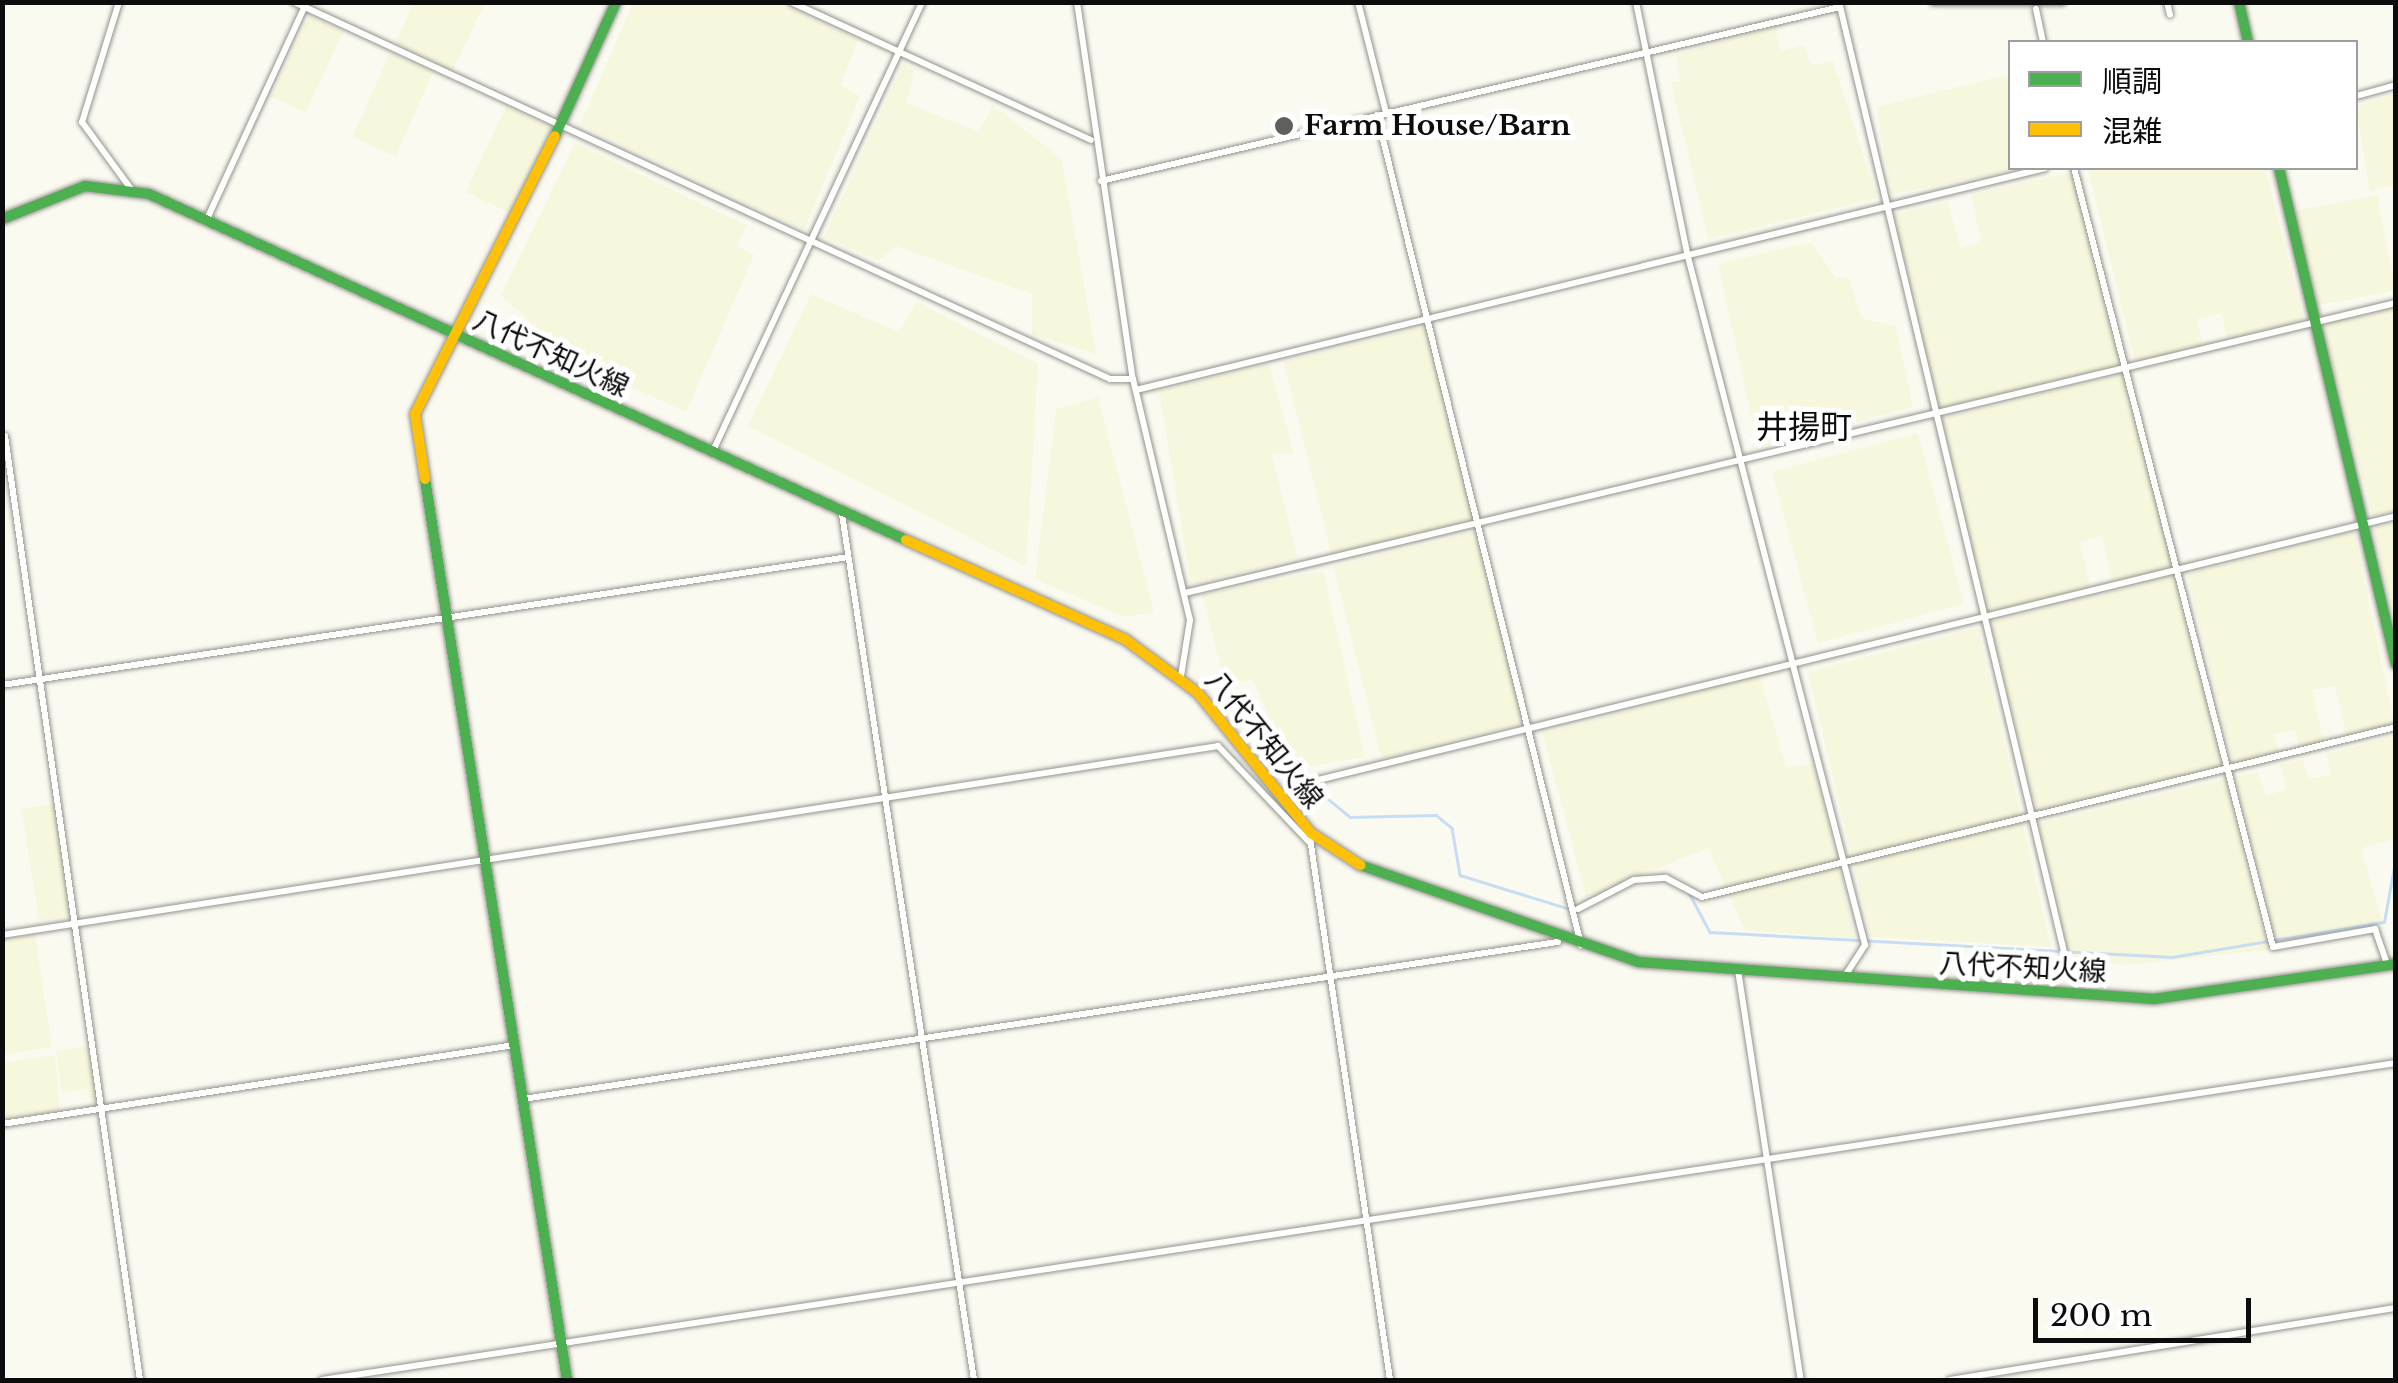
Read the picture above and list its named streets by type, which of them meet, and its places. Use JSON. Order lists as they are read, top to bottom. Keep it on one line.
{"streets":{"main road":["八代不知火線"]},"districts":["井揚町"],"places":["Farm House/Barn"],"legend":["順調","混雑"],"scale_bar":"200 m"}
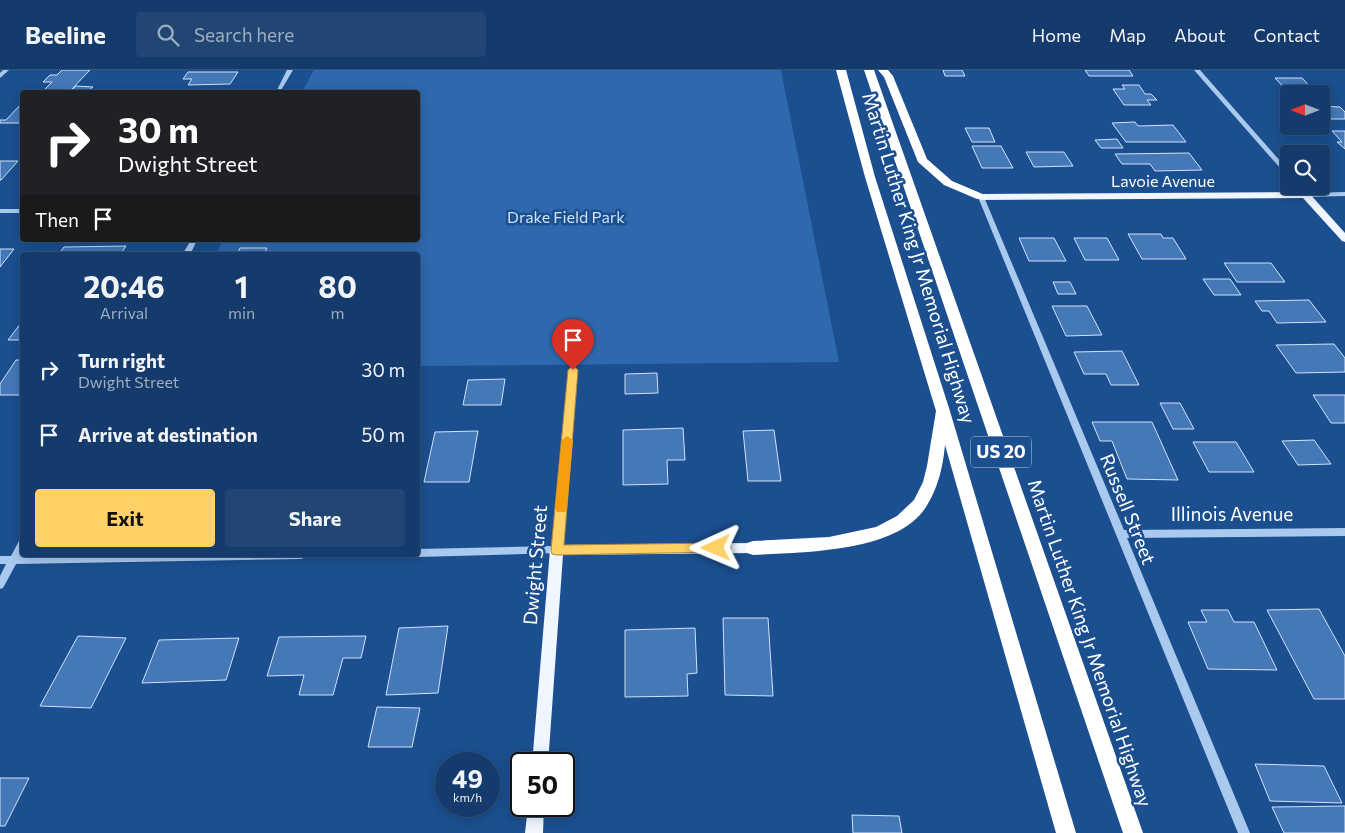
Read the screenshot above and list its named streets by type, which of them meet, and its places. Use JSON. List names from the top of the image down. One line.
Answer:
{"streets":{"highway":["Martin Luther King Jr Memorial Highway","US 20"],"main road":["Lavoie Avenue","Dwight Street"],"street":["Russell Street","Illinois Avenue"]},"crossings":[["Lavoie Avenue","Russell Street"],["Russell Street","Illinois Avenue"]],"parks":["Drake Field Park"],"north":"left","page":{"header":"Beeline","search":"Search here","nav":["Home","Map","About","Contact"],"turn":["30 m","Dwight Street"],"then":"Then","eta":["20:46","Arrival","1","min","80","m"],"list":[{"name":"Turn right","note":"Dwight Street","value":"30 m"},{"name":"Arrive at destination","value":"50 m"}],"buttons":["Exit","Share"],"speed":"49 km/h","limit":"50"}}
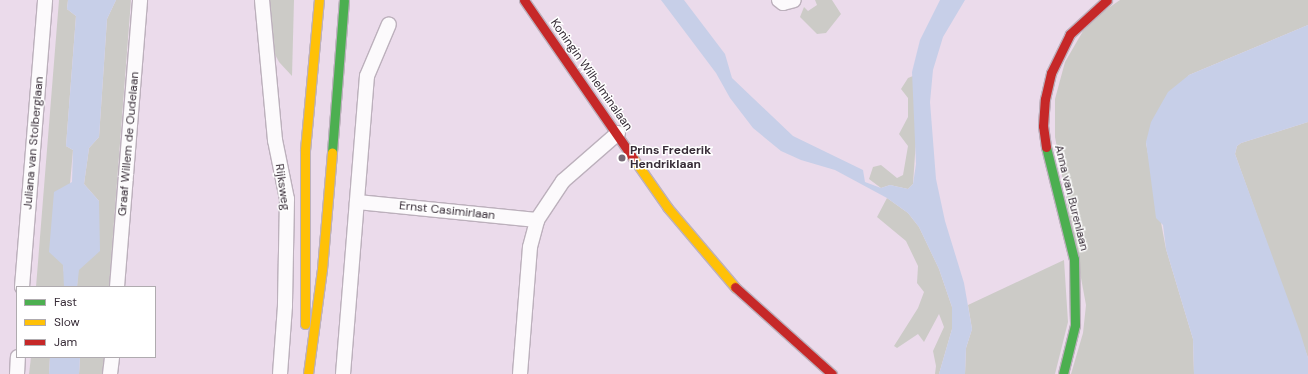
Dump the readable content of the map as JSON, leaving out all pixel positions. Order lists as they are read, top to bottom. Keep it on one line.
{"streets":{"street":["Koningin Wilhelminalaan","Juliana van Stolberglaan","Graaf Willem de Oudelaan","Rijksweg","Anna van Burenlaan","Ernst Casimirlaan"]},"places":["Prins Frederik Hendriklaan"],"legend":["Fast","Slow","Jam"]}
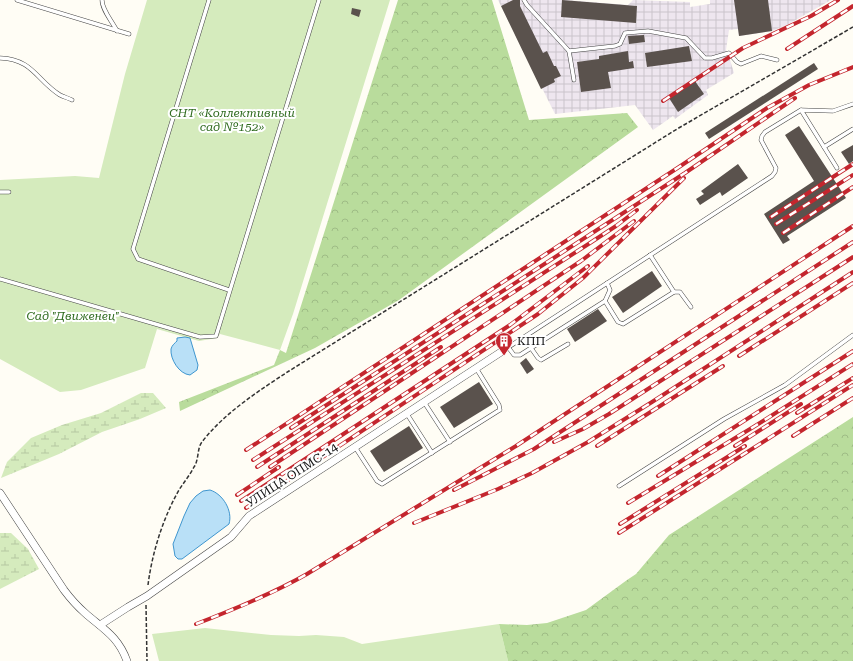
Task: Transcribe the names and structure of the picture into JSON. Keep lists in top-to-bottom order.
{
  "streets": {
    "street": ["УЛИЦА ОПМС-14"]
  },
  "parks": ["СНТ «Коллективный сад №152»", "Сад \"Движенец\""],
  "places": {
    "building": ["КПП"]
  }
}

------------------------

EXERCISE OBJECTIVE:
Could you reproduce, exactly as written, the lines running from the one with "Task: Transcribe the" to the end of the entries above?

OUTPUT:
Task: Transcribe the names and structure of the picture into JSON. Keep lists in top-to-bottom order.
{
  "streets": {
    "street": ["УЛИЦА ОПМС-14"]
  },
  "parks": ["СНТ «Коллективный сад №152»", "Сад \"Движенец\""],
  "places": {
    "building": ["КПП"]
  }
}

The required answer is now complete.